◆ WORK REQUIRED
Filter the records for "function" and keep each line that has it.

◆ EXTRACTED RECORDS

_ _ _ _

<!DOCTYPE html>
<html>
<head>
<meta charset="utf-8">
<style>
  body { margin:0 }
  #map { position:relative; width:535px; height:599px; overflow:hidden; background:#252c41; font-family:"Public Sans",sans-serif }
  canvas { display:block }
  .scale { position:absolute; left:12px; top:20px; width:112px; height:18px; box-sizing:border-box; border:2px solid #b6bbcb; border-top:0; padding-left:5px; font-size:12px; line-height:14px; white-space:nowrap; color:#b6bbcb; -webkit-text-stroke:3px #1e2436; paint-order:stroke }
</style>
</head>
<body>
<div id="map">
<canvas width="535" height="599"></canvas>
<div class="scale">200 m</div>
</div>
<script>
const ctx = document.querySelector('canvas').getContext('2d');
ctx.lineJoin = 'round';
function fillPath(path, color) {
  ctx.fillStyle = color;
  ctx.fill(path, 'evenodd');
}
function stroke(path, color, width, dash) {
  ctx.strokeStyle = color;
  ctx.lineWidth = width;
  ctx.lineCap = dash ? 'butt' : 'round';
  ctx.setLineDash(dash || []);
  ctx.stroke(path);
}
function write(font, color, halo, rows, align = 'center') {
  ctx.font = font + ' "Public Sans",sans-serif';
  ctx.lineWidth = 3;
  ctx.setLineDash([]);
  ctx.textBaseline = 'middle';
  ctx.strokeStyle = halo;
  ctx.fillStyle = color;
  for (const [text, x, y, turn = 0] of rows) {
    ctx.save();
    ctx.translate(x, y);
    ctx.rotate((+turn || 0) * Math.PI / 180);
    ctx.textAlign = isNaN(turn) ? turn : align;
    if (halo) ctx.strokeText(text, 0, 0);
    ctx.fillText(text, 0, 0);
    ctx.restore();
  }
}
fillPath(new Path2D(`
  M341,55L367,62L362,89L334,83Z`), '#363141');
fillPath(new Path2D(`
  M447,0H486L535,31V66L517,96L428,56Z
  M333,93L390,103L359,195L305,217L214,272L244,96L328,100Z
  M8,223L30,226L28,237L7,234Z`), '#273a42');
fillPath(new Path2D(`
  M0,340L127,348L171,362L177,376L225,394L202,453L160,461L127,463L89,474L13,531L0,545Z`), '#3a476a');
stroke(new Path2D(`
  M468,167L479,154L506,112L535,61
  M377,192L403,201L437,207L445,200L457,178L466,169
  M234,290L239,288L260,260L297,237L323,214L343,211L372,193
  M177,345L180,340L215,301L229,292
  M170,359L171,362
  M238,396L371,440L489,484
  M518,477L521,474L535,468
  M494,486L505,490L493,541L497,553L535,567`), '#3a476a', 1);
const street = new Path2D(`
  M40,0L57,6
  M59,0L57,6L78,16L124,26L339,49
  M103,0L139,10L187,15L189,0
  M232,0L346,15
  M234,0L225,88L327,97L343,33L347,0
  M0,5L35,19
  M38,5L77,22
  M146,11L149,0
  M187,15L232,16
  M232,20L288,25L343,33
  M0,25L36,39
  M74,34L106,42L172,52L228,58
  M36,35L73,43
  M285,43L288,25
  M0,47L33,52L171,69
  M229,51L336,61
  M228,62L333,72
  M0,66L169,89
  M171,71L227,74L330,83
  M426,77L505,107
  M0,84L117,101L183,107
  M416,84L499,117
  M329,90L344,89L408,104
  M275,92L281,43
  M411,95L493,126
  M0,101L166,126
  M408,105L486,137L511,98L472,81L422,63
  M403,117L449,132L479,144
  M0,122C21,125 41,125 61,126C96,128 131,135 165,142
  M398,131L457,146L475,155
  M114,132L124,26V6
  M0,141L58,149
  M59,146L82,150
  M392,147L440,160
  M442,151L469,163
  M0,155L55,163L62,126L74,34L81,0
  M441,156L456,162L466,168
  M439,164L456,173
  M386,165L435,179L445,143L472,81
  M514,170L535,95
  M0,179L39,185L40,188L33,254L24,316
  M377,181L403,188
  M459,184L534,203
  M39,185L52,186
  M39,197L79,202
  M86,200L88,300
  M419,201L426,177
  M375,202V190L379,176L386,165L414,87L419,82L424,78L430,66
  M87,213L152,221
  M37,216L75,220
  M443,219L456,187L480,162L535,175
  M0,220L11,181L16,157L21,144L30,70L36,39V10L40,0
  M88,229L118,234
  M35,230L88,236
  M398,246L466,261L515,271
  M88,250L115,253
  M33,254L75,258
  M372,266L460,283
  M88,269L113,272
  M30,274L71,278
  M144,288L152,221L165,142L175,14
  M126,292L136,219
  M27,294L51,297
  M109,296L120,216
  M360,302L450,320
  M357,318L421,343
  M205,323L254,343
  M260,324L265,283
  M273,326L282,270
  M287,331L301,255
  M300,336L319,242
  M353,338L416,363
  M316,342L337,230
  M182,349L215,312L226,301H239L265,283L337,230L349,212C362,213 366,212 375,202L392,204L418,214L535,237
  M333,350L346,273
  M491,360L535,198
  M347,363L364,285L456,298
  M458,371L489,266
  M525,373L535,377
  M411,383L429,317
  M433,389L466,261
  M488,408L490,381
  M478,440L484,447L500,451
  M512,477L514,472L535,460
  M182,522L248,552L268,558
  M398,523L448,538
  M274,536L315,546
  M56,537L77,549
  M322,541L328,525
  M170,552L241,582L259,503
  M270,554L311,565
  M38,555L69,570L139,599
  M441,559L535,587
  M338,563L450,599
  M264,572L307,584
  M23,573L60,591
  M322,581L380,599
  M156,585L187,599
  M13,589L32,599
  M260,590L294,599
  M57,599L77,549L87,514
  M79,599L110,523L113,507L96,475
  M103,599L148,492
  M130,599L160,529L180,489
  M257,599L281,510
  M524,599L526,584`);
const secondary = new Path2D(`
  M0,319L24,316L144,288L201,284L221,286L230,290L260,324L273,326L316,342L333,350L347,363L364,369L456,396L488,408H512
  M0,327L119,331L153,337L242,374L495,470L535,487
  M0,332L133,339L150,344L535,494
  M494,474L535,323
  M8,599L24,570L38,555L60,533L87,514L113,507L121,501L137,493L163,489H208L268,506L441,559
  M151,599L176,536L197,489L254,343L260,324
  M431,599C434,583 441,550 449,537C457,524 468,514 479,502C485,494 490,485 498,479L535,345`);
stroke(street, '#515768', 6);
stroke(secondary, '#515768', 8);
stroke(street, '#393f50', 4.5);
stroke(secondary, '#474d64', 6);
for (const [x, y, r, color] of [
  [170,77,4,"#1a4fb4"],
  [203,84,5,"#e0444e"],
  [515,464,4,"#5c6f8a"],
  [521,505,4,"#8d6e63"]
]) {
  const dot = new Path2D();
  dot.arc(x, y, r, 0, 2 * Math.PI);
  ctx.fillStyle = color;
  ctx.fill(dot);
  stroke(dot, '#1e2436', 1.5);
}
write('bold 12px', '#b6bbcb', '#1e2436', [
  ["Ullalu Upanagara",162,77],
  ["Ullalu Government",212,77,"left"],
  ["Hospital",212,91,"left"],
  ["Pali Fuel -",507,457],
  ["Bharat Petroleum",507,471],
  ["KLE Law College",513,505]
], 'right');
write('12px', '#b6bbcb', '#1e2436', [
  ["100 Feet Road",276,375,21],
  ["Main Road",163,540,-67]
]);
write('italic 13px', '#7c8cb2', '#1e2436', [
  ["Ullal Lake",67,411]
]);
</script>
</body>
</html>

_ _ _ _

◆ EXERCISE RESULT
function fillPath(path, color) {
function stroke(path, color, width, dash) {
function write(font, color, halo, rows, align = 'center') {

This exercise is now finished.